Exercise goal: Scan the following data for lines with "need" and state how many there are, as a number only.

□ □ □ □ □ □ □

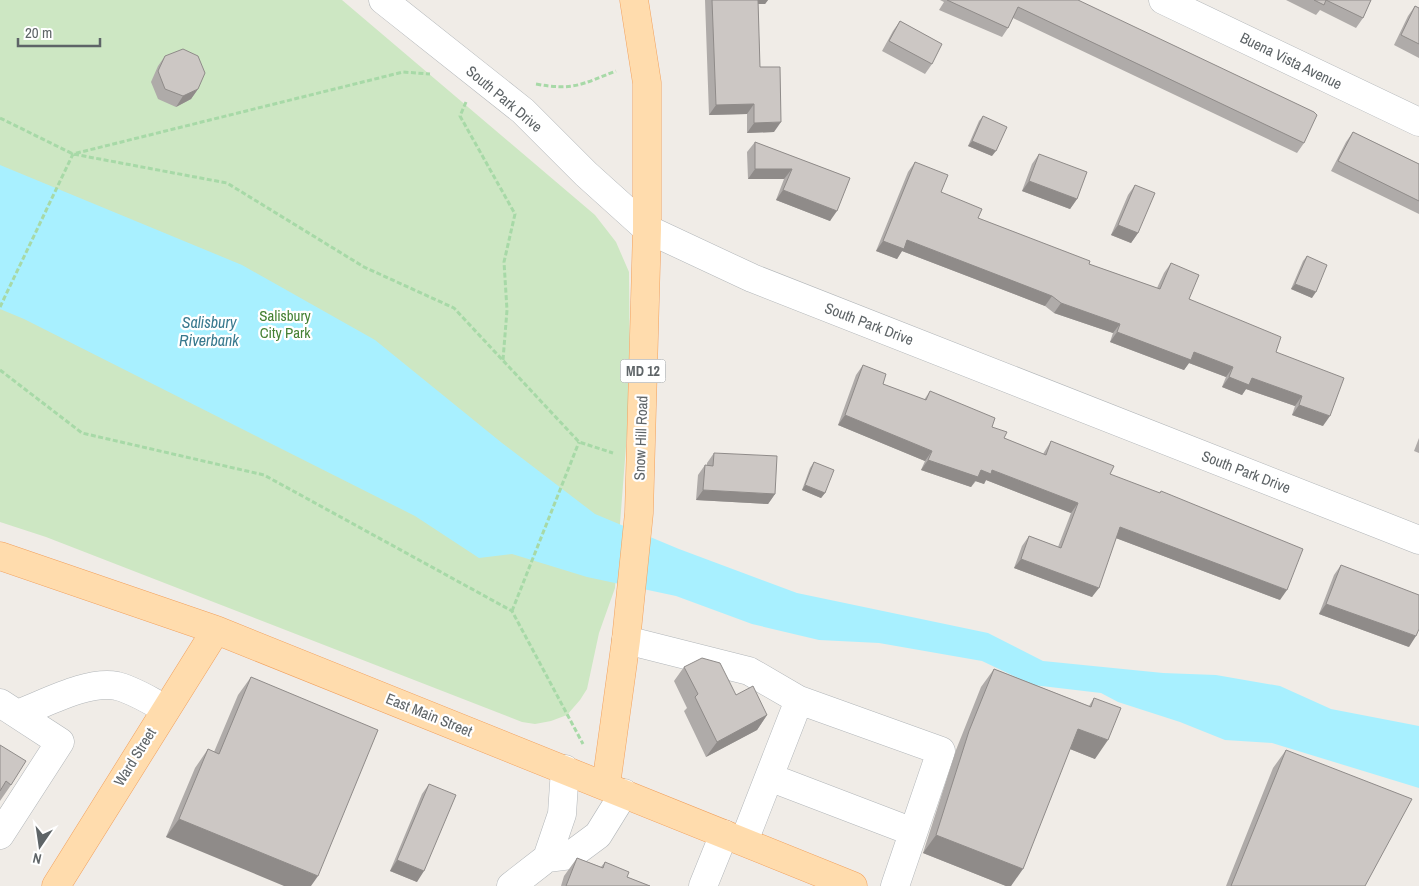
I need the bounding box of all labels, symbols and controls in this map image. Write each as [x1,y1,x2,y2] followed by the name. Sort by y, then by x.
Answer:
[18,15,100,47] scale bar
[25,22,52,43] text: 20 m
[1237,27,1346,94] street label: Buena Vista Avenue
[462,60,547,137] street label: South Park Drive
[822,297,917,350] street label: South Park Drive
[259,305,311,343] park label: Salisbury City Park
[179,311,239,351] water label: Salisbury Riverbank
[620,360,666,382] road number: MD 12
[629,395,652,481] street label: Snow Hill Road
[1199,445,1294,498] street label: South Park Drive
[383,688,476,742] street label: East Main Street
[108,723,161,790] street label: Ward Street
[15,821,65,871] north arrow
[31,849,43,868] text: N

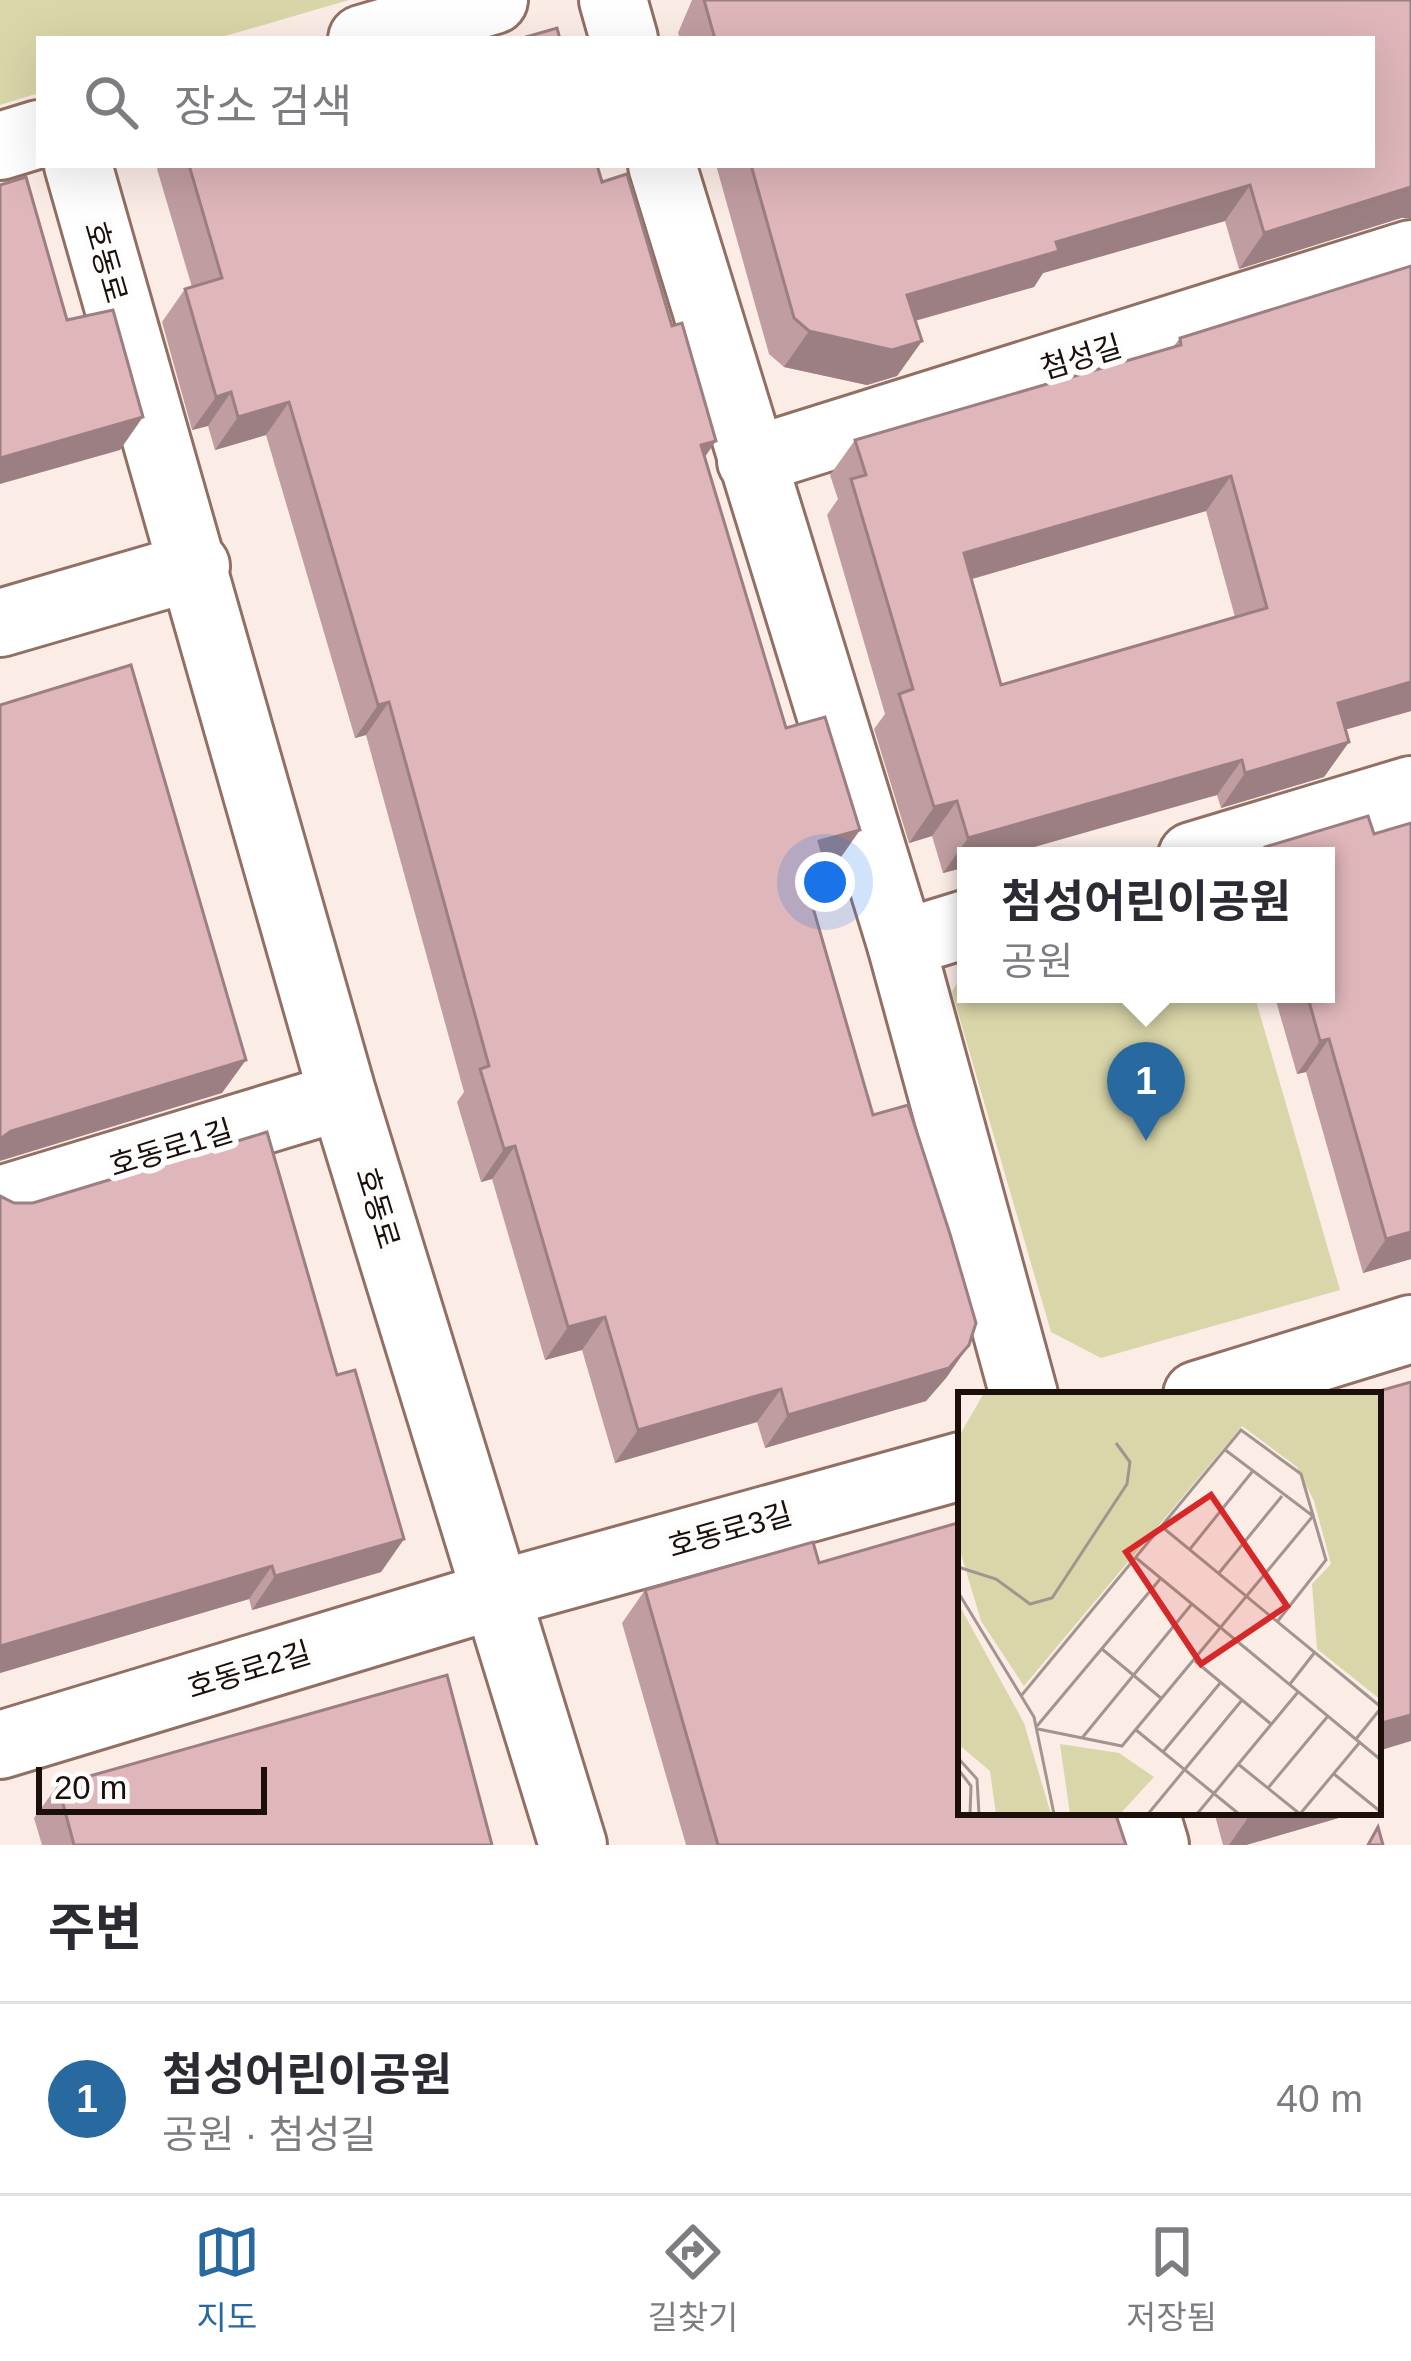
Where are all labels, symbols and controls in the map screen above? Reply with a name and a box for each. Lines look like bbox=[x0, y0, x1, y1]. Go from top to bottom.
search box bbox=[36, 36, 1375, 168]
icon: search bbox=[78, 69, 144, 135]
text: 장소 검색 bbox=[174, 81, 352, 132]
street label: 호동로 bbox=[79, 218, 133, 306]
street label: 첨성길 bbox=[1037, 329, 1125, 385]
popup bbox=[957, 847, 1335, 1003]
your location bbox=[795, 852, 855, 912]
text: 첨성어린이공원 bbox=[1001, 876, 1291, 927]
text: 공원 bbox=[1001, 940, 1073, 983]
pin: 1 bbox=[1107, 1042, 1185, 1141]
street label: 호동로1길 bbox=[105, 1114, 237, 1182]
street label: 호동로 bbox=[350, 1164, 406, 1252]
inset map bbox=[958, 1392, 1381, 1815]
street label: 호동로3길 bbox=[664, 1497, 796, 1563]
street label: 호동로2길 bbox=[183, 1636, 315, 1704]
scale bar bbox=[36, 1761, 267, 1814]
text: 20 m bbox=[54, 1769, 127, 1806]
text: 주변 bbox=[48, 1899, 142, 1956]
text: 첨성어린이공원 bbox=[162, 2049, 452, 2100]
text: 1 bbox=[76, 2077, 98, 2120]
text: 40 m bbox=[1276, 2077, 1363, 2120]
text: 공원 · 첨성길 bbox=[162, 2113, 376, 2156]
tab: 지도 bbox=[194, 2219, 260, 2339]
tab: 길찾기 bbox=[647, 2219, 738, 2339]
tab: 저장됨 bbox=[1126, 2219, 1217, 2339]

□ □ □ □ □ □ □

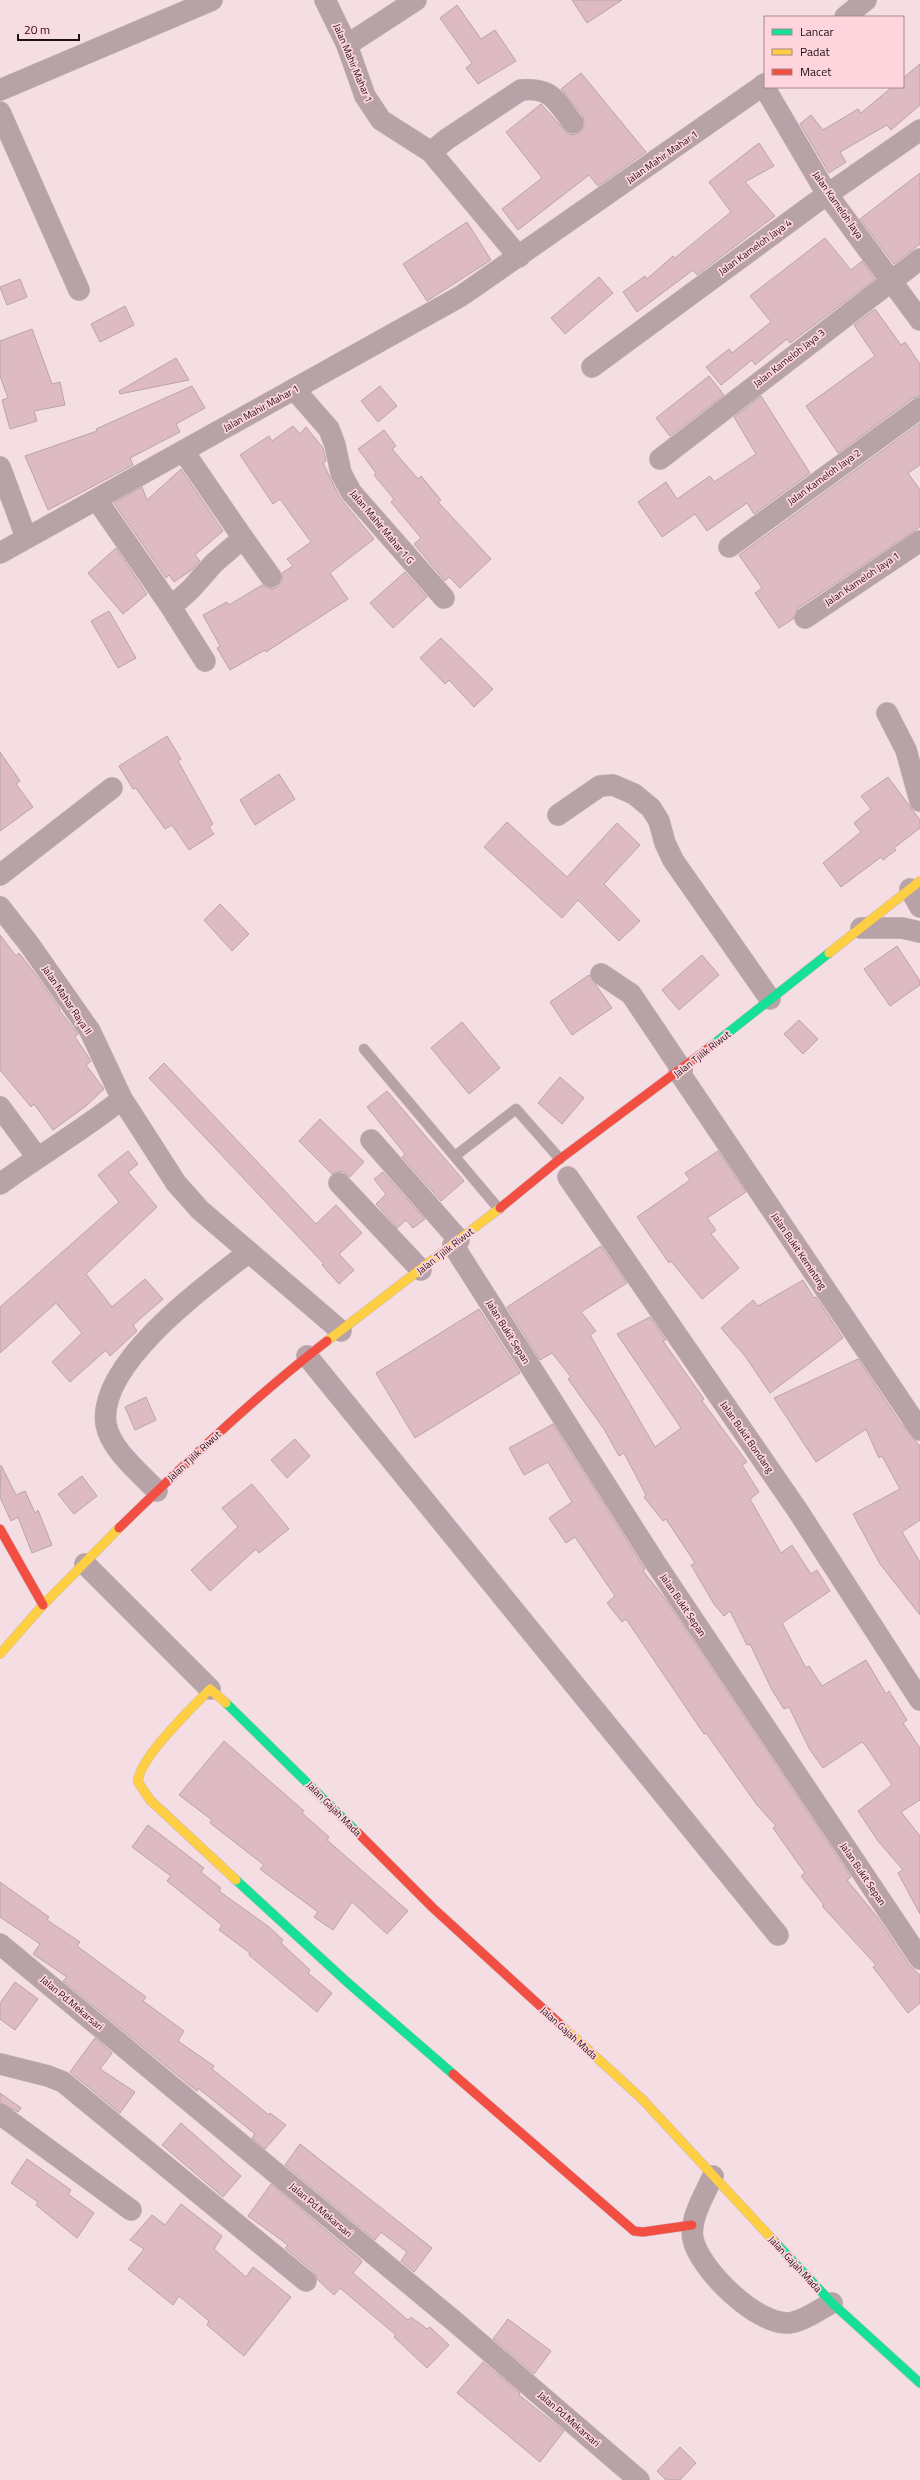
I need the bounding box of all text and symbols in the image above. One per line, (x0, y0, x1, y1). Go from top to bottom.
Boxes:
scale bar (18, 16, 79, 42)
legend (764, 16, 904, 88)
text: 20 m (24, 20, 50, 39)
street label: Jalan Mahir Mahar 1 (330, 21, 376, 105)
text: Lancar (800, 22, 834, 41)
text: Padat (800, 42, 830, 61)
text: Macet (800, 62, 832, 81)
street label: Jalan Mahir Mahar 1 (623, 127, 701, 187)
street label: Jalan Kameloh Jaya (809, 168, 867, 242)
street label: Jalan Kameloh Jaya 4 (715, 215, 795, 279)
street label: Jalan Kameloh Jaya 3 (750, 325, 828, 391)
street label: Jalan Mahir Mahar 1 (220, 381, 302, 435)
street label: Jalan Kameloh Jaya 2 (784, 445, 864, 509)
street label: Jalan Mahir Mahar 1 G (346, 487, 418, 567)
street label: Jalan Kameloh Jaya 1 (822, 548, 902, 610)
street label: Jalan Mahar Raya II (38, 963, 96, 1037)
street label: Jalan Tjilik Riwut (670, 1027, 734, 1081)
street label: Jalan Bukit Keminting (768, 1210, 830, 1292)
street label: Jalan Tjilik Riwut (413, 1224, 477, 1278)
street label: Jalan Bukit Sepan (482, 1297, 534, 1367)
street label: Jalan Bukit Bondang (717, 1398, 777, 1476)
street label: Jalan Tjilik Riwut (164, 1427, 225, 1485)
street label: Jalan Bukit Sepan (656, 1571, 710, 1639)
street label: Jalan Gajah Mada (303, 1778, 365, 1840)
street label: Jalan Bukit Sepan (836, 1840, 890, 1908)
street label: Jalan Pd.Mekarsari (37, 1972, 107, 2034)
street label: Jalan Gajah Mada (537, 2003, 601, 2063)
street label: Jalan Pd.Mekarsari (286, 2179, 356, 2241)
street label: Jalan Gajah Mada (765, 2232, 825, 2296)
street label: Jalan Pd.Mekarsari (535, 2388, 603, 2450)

□ □ □ □ □ □ □

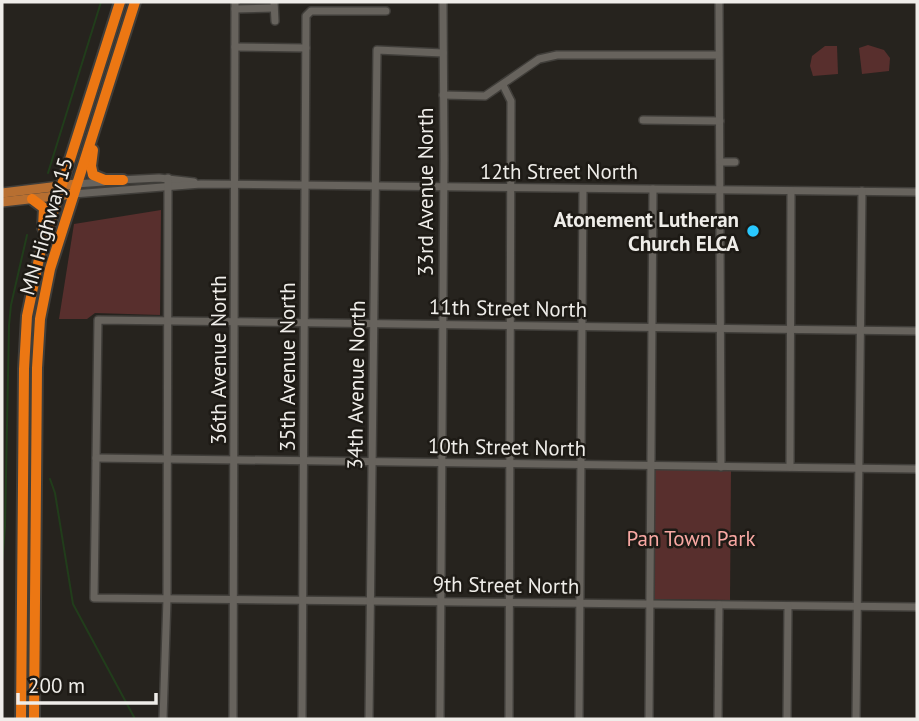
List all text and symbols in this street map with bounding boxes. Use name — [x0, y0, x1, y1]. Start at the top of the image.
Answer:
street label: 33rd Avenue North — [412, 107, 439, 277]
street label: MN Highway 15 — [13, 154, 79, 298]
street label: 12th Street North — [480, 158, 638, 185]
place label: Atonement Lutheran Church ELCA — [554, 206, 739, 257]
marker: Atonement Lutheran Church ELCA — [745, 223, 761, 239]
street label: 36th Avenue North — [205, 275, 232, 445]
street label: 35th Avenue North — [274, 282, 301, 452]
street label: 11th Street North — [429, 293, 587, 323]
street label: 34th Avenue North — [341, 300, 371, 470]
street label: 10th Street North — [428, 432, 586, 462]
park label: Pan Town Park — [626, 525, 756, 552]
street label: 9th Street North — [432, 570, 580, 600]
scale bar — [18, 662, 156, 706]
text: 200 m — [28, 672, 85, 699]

□ □ □ □ □ □ □

Response area: 2